━━━ RECORDS SUPPLIED

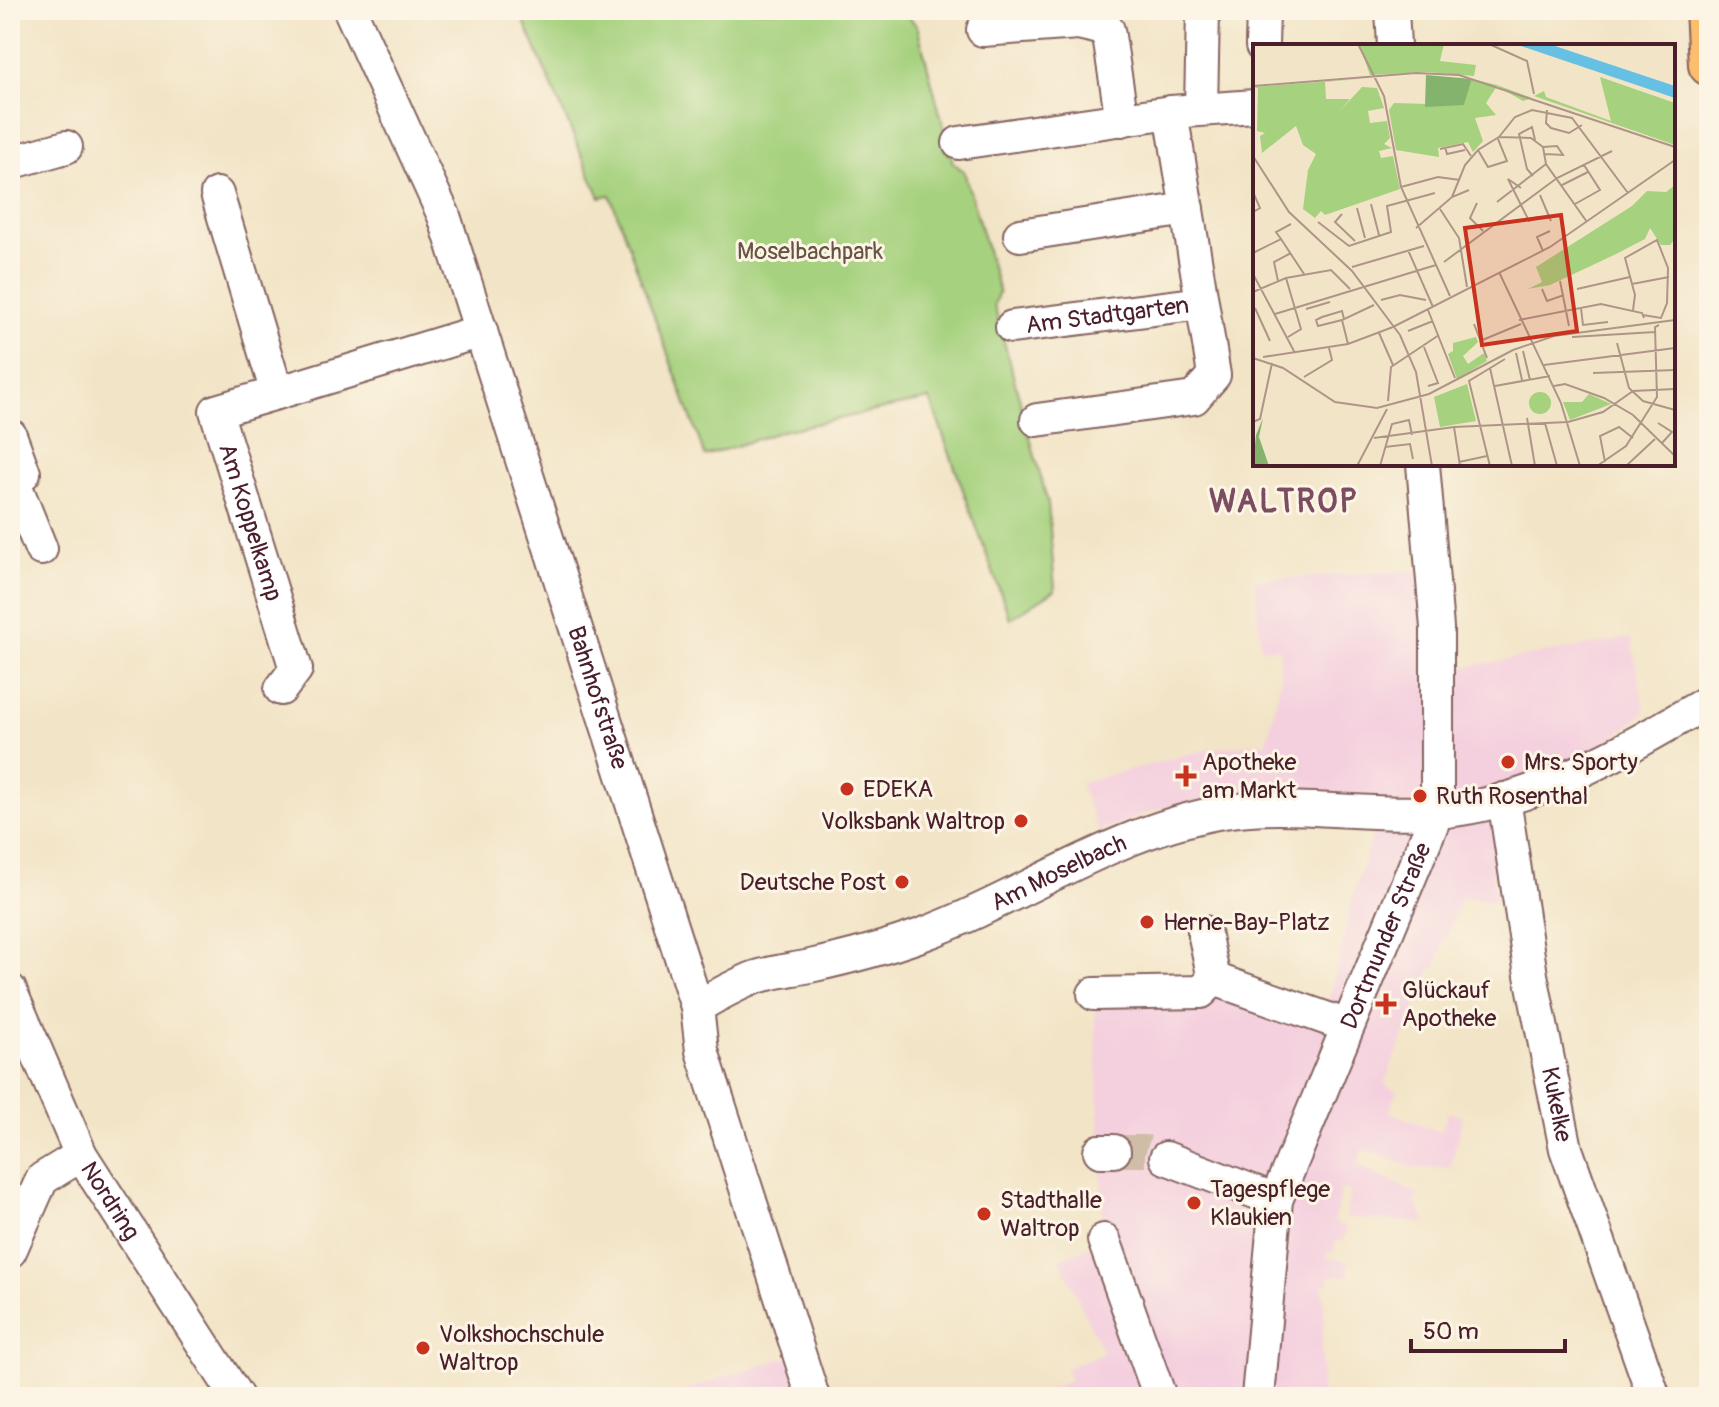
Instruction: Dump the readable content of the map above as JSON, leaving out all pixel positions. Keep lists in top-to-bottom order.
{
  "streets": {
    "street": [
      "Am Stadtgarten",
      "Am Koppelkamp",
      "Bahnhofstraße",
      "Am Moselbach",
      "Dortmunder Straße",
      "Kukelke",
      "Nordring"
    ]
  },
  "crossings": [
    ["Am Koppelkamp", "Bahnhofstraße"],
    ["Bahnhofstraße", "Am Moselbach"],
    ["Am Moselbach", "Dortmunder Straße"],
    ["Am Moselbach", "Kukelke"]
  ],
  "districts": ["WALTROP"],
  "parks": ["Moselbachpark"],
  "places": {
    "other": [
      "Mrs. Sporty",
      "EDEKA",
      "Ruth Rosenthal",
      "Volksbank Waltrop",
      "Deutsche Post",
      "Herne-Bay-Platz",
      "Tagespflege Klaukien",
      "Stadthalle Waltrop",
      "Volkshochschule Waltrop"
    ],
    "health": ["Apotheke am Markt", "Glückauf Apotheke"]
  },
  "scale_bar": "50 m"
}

━━━━━━

◆ **DESCRIPTION OF THE TASK**:
Output the entries exactly as they appear, with no pictures included.

◆ **OUTPUT OF THE EXERCISE**:
Instruction: Dump the readable content of the map above as JSON, leaving out all pixel positions. Keep lists in top-to-bottom order.
{
  "streets": {
    "street": [
      "Am Stadtgarten",
      "Am Koppelkamp",
      "Bahnhofstraße",
      "Am Moselbach",
      "Dortmunder Straße",
      "Kukelke",
      "Nordring"
    ]
  },
  "crossings": [
    ["Am Koppelkamp", "Bahnhofstraße"],
    ["Bahnhofstraße", "Am Moselbach"],
    ["Am Moselbach", "Dortmunder Straße"],
    ["Am Moselbach", "Kukelke"]
  ],
  "districts": ["WALTROP"],
  "parks": ["Moselbachpark"],
  "places": {
    "other": [
      "Mrs. Sporty",
      "EDEKA",
      "Ruth Rosenthal",
      "Volksbank Waltrop",
      "Deutsche Post",
      "Herne-Bay-Platz",
      "Tagespflege Klaukien",
      "Stadthalle Waltrop",
      "Volkshochschule Waltrop"
    ],
    "health": ["Apotheke am Markt", "Glückauf Apotheke"]
  },
  "scale_bar": "50 m"
}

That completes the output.